Run your first eval

Author test cases for a tiny agent, score it, and read the results in ten to fifteen minutes.

This walkthrough takes a minimal runtime — the same coordinator-and-specialist shape as the minimal runtime smoke test — and puts a repeatable contract around it: you author test cases with define_test_case, configure a run with define_eval_config and define_eval_request, execute it with run_eval_sync, and read the resulting EvalArtifact. Then you break one case on purpose and learn how a failure reads, which is the skill you will actually use. Everything runs under the deterministic testing interpreter, so no provider credentials are required and every score is reproducible.

1. Install

From the root of a clone of the source repository:

./scripts/check-env.sh
./scripts/install.sh
./.venv/bin/flowai-harness --version

Python 3.12 and the Rust toolchain are required: install.sh builds the native runtime from source into .venv. Run the scripts in this guide with ./.venv/bin/python. The model ids used below are illustrative: the deterministic testing interpreter never calls a provider, so any model string validates.

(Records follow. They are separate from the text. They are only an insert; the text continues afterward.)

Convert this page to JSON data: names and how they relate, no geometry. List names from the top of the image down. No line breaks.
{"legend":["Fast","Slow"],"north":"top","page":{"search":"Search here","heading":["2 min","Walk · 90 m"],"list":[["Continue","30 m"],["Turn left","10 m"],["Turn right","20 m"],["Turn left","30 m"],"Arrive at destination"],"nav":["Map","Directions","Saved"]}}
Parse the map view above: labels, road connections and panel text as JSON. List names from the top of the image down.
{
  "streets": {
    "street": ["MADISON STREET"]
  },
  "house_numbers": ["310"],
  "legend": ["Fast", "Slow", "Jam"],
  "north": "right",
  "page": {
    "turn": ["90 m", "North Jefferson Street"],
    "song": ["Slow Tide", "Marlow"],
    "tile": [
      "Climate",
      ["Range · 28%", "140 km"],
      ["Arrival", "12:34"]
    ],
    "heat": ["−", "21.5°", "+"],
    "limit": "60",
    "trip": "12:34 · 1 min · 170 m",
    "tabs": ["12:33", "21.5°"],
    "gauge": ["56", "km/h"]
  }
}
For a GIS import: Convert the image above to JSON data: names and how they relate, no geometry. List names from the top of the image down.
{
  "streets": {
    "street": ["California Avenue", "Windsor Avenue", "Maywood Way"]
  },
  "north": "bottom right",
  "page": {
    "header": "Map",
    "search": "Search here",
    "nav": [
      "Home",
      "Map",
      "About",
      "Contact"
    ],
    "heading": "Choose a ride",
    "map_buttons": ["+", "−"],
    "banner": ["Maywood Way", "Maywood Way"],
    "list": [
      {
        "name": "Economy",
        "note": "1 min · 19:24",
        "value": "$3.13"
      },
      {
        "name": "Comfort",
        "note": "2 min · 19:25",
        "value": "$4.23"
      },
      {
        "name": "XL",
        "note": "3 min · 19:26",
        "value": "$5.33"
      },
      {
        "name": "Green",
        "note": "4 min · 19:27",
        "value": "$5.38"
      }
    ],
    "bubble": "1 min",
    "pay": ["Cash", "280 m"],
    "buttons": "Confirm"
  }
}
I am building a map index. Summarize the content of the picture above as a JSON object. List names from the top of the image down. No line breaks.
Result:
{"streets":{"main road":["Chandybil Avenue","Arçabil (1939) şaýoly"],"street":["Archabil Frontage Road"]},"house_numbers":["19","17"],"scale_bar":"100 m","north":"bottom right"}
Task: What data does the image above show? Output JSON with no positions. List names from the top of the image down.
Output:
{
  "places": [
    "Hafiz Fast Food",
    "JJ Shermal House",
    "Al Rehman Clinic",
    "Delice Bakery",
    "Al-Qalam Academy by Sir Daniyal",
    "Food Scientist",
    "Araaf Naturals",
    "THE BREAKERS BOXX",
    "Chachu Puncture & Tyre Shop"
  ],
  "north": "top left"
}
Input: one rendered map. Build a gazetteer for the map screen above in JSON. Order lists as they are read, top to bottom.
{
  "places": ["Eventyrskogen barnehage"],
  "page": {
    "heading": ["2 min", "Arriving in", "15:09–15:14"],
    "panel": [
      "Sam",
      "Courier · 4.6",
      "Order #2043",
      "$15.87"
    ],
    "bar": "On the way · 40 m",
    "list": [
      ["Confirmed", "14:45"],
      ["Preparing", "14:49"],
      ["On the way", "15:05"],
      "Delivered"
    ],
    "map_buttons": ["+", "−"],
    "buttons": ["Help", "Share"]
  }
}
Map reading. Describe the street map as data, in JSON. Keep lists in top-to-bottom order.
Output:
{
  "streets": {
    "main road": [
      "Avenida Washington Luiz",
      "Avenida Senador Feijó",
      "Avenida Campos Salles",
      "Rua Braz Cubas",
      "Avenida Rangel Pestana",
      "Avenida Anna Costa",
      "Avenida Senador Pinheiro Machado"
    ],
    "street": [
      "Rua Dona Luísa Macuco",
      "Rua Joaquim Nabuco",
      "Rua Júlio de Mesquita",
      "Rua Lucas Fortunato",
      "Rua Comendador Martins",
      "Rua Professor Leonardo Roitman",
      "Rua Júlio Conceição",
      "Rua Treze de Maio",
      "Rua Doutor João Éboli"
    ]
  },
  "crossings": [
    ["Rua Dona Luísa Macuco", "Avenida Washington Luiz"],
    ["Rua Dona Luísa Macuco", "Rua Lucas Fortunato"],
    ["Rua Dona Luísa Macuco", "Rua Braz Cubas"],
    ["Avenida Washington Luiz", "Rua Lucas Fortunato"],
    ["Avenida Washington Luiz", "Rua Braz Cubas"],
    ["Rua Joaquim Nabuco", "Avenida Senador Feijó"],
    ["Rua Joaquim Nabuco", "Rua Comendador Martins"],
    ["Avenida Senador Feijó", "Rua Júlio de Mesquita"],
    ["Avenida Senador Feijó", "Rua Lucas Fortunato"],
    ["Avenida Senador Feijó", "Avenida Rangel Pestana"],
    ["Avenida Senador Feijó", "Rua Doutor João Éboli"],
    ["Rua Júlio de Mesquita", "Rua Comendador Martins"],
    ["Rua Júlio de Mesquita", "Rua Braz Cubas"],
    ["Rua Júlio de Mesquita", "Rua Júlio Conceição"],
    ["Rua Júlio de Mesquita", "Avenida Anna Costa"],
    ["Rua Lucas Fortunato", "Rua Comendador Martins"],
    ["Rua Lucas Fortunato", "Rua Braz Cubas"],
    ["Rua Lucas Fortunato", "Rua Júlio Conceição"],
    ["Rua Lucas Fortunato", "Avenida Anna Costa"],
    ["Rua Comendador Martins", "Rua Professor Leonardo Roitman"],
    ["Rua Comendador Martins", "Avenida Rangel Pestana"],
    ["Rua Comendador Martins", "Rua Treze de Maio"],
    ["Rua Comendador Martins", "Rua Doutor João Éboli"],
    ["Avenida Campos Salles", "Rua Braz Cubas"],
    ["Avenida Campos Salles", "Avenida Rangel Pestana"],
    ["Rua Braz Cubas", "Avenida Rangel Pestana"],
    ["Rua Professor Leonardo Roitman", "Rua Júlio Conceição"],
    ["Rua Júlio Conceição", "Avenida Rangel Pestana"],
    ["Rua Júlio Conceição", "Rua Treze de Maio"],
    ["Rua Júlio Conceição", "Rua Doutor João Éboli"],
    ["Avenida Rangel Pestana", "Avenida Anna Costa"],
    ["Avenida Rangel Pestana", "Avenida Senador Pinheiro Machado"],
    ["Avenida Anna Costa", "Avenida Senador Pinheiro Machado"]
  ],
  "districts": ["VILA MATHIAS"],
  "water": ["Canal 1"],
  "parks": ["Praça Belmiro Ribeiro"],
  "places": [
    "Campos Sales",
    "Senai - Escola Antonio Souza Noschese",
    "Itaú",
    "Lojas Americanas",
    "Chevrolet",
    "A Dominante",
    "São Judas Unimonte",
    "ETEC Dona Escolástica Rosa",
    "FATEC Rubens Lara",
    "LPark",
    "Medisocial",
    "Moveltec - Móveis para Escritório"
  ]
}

2. Build a runtime to evaluate

An eval needs an agent under test. This one is deliberately tiny: a coordinator routes to a single specialist, and the deterministic testing interpreter answers every query with a fixed mock response instead of calling a model. That fixed text is what your test cases will score, which is exactly what makes this tutorial's results guaranteed.

from flowai_harness import (
    EvalArtifact,
    ResponseScorer,
    TestingConfig,
    create_runtime,
    define_coordinator,
    define_eval_config,
    define_eval_request,
    define_final_response_eval,
    define_runtime,
    define_specialist,
    define_tenant,
    define_test_case,
    run_eval_sync,
)

MOCK_RESPONSE = "Acme offers full refunds within 30 days of purchase."

tenant = define_tenant("acme", "v1")

specialist = define_specialist(
    name="policy_answers",
    model="claude-haiku-4-5",
    prompt="You answer Acme support policy questions.",
)
coordinator = define_coordinator(
    name="support_coordinator",
    model="claude-sonnet-4-6",
    routes=["policy_answers"],
    prompt="Route policy questions to the policy_answers specialist.",
)

runtime = create_runtime(
    define_runtime(
        tenant=tenant,
        agents=[coordinator, specialist],
        providers={"anthropic": {"apiKey": "unused"}},
    ),
    testing=TestingConfig(mock_response=MOCK_RESPONSE),
)

The placeholder {"apiKey": "unused"} satisfies provider validation without any network access — the deterministic testing interpreter never calls the provider.

3. Author test cases

A test case pairs an input prompt with expectations. define_test_case can expect tool trajectories, planned or executed business actions, and final response text; this tutorial scores only the final response, the simplest signal to start with.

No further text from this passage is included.